What you have to do:
Work out how many lines of the data below hold the string "hidden". Answer with that number alone.

══ Data for review ══

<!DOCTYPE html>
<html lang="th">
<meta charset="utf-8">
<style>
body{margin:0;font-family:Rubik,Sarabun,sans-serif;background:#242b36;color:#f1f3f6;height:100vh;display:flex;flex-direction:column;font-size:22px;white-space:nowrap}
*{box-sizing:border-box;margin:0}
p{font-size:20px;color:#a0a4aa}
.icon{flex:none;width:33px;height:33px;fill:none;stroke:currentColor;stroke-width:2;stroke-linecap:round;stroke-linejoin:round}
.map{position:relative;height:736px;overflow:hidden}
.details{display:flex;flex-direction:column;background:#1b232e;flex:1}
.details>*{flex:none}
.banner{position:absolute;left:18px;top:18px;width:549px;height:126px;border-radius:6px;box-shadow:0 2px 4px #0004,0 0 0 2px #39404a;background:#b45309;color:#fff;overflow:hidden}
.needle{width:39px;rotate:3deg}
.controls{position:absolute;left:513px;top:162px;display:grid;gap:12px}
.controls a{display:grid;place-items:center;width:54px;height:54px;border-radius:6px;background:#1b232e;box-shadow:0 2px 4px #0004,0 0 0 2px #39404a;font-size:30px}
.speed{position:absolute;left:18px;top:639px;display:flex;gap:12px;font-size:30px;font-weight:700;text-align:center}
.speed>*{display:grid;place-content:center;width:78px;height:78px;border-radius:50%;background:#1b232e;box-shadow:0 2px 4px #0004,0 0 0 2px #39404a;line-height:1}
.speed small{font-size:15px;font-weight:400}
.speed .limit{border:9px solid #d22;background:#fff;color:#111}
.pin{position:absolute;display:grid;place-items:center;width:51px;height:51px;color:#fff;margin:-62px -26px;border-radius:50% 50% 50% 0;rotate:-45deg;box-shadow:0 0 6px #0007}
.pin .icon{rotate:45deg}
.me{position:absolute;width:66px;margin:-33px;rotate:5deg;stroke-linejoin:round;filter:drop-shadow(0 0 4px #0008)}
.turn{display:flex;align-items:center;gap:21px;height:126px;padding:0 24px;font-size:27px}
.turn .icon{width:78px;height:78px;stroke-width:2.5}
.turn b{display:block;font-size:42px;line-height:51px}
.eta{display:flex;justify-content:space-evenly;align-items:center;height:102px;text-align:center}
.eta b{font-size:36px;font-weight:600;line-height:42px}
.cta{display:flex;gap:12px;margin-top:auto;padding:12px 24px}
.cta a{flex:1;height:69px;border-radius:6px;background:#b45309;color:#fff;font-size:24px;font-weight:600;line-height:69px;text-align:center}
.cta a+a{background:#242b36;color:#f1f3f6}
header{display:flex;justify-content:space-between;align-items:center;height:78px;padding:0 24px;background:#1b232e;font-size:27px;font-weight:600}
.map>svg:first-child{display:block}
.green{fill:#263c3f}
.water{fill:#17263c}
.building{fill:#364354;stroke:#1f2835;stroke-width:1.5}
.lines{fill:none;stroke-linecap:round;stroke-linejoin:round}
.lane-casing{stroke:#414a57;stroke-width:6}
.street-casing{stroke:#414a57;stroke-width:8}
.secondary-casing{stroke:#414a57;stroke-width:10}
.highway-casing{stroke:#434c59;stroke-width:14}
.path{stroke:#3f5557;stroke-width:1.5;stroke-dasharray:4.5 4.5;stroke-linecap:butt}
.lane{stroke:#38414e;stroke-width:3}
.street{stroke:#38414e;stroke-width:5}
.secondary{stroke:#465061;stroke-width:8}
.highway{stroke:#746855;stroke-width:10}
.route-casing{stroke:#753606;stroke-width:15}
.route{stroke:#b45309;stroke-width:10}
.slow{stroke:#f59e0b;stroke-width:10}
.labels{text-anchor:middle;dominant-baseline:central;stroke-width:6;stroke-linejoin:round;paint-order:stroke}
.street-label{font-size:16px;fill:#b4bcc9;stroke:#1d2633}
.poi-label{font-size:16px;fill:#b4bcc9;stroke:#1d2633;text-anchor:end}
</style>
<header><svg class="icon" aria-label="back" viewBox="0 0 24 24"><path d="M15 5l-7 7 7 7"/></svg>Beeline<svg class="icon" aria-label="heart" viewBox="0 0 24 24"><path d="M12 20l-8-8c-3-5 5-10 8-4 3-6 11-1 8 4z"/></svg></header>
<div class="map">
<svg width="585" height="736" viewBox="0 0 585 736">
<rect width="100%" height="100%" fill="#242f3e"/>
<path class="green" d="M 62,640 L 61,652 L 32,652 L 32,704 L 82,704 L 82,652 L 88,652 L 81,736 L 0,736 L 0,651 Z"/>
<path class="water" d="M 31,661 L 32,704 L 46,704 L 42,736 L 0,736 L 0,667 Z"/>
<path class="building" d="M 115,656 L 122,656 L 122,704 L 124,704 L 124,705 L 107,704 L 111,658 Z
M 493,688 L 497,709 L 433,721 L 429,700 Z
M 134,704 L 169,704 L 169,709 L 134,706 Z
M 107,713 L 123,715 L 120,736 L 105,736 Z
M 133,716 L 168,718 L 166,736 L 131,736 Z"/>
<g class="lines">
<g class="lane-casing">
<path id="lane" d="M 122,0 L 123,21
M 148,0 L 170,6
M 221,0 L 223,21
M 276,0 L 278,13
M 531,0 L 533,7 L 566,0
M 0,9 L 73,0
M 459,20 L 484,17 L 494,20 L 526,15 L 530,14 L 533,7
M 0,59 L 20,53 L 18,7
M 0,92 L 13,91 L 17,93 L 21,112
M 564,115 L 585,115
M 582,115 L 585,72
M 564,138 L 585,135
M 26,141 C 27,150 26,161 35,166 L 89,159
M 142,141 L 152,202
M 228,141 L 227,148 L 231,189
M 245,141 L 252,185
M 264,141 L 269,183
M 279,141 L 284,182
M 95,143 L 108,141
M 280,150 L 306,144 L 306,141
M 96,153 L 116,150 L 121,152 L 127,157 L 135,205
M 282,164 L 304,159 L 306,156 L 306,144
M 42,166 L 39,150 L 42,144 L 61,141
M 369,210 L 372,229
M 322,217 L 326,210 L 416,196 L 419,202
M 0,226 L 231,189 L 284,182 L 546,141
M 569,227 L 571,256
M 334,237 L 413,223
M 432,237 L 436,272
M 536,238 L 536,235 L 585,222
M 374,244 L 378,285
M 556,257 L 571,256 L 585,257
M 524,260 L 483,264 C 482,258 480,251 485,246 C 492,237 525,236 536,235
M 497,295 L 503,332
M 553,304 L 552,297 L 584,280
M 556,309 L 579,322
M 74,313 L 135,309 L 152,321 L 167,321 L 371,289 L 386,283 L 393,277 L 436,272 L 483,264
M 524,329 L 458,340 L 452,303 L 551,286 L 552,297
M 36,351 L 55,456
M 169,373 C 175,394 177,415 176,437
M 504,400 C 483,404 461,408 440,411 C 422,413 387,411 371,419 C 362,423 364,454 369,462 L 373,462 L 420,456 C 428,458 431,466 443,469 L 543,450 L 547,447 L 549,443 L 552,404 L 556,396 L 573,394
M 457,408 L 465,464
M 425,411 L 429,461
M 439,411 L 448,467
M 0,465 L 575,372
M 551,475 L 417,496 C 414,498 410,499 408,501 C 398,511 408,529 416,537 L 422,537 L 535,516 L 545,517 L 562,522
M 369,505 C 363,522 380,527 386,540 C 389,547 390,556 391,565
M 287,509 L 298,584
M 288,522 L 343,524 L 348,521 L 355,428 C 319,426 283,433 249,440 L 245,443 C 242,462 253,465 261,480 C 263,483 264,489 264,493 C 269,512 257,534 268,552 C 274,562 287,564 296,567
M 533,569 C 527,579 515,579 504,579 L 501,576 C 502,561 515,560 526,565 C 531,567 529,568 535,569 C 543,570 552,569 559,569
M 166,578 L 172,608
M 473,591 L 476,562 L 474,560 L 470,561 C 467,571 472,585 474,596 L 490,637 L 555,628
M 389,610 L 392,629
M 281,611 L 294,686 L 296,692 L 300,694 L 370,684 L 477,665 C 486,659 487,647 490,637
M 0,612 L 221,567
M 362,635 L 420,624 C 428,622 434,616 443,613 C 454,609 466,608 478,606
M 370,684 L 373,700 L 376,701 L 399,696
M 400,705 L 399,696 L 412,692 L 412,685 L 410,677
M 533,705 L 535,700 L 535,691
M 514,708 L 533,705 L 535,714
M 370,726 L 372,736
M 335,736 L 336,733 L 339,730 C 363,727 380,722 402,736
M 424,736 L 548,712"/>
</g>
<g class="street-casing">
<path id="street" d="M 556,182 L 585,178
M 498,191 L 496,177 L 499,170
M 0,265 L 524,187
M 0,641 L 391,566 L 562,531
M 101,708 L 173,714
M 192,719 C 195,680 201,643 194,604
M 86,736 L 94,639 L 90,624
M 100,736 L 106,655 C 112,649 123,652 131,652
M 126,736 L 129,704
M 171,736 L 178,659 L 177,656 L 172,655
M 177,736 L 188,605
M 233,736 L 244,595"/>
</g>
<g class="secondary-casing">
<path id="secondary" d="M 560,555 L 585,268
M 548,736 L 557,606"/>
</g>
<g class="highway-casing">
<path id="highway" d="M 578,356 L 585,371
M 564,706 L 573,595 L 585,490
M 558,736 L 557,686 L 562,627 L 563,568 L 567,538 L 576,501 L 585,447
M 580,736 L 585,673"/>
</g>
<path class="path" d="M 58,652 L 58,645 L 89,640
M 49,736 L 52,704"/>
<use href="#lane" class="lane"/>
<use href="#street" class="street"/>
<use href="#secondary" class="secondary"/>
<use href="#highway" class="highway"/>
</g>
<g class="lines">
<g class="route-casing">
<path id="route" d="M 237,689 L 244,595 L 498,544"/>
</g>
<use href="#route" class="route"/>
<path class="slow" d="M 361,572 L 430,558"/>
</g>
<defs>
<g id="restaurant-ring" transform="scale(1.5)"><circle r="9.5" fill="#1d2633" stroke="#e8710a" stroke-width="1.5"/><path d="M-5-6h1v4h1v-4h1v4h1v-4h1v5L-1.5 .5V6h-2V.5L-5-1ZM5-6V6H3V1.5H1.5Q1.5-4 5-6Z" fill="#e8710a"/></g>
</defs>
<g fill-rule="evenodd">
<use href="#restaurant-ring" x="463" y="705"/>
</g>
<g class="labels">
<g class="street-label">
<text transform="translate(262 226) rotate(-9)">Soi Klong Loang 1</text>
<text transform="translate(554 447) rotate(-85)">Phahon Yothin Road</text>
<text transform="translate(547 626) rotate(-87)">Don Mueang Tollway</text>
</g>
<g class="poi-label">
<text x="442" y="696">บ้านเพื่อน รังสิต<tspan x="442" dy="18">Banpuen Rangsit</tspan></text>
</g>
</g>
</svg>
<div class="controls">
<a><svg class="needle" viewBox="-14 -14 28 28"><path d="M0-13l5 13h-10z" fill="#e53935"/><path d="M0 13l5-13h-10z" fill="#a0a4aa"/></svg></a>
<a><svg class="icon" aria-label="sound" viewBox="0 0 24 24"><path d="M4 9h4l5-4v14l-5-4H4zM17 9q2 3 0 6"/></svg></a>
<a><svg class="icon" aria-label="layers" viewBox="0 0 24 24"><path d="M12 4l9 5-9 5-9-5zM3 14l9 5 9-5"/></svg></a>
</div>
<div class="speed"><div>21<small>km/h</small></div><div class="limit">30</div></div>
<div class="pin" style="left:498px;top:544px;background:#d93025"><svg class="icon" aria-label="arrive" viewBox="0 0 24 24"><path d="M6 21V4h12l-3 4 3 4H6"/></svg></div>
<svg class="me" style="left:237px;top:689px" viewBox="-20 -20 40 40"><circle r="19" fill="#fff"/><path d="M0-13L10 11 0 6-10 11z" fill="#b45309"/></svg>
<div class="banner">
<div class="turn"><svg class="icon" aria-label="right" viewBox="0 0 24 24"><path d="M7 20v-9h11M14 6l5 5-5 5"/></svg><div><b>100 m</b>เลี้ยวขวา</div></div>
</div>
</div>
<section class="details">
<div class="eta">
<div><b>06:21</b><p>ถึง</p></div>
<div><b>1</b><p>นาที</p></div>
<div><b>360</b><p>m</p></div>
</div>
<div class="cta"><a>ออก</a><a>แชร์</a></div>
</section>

═══

Answer area:
2